- **Task**
Please return each entry exactly as it appears, but not the pictures.

--- Data shown ---

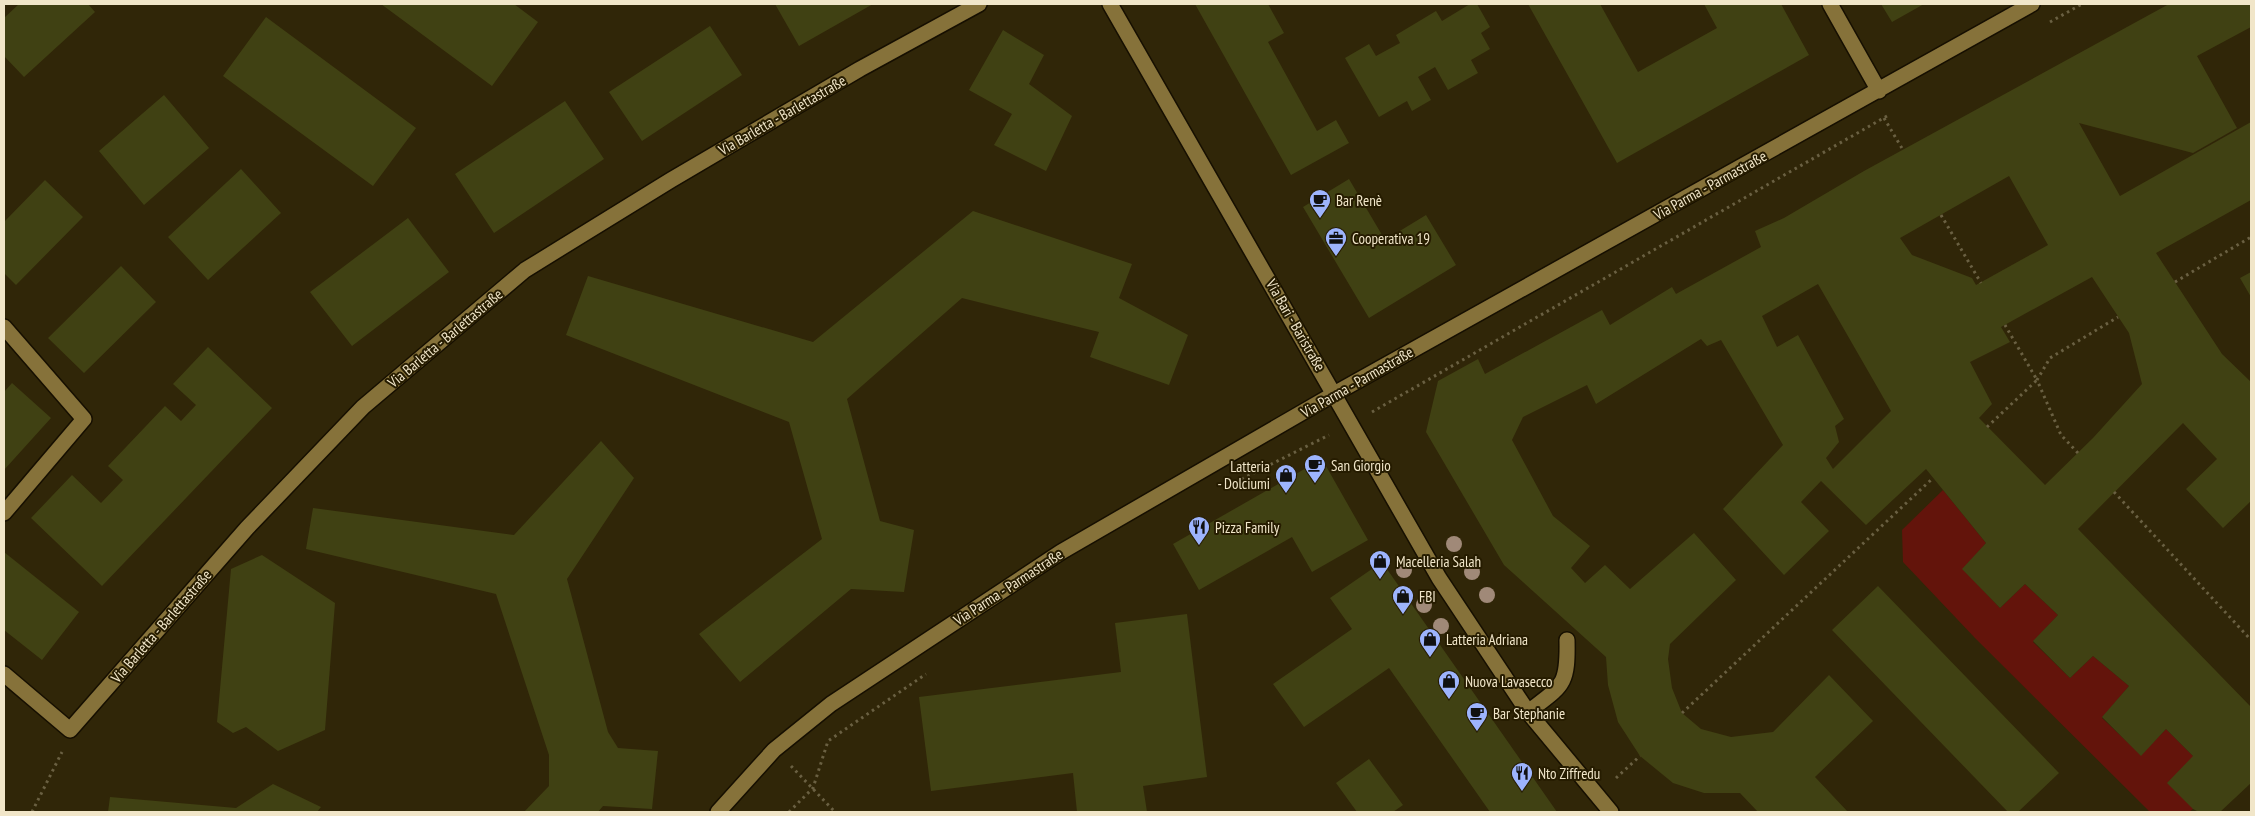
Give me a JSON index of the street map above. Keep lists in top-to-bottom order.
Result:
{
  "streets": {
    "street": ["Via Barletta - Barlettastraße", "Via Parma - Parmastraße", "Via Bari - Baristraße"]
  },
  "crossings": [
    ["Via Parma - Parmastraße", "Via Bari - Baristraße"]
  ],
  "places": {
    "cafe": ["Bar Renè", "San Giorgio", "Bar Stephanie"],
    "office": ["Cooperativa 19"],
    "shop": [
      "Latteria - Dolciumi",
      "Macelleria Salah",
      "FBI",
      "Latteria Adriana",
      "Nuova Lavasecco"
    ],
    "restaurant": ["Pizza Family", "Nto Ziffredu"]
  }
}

---

- **Response to this exercise**
Give me a JSON index of the street map above. Keep lists in top-to-bottom order.
Result:
{
  "streets": {
    "street": ["Via Barletta - Barlettastraße", "Via Parma - Parmastraße", "Via Bari - Baristraße"]
  },
  "crossings": [
    ["Via Parma - Parmastraße", "Via Bari - Baristraße"]
  ],
  "places": {
    "cafe": ["Bar Renè", "San Giorgio", "Bar Stephanie"],
    "office": ["Cooperativa 19"],
    "shop": [
      "Latteria - Dolciumi",
      "Macelleria Salah",
      "FBI",
      "Latteria Adriana",
      "Nuova Lavasecco"
    ],
    "restaurant": ["Pizza Family", "Nto Ziffredu"]
  }
}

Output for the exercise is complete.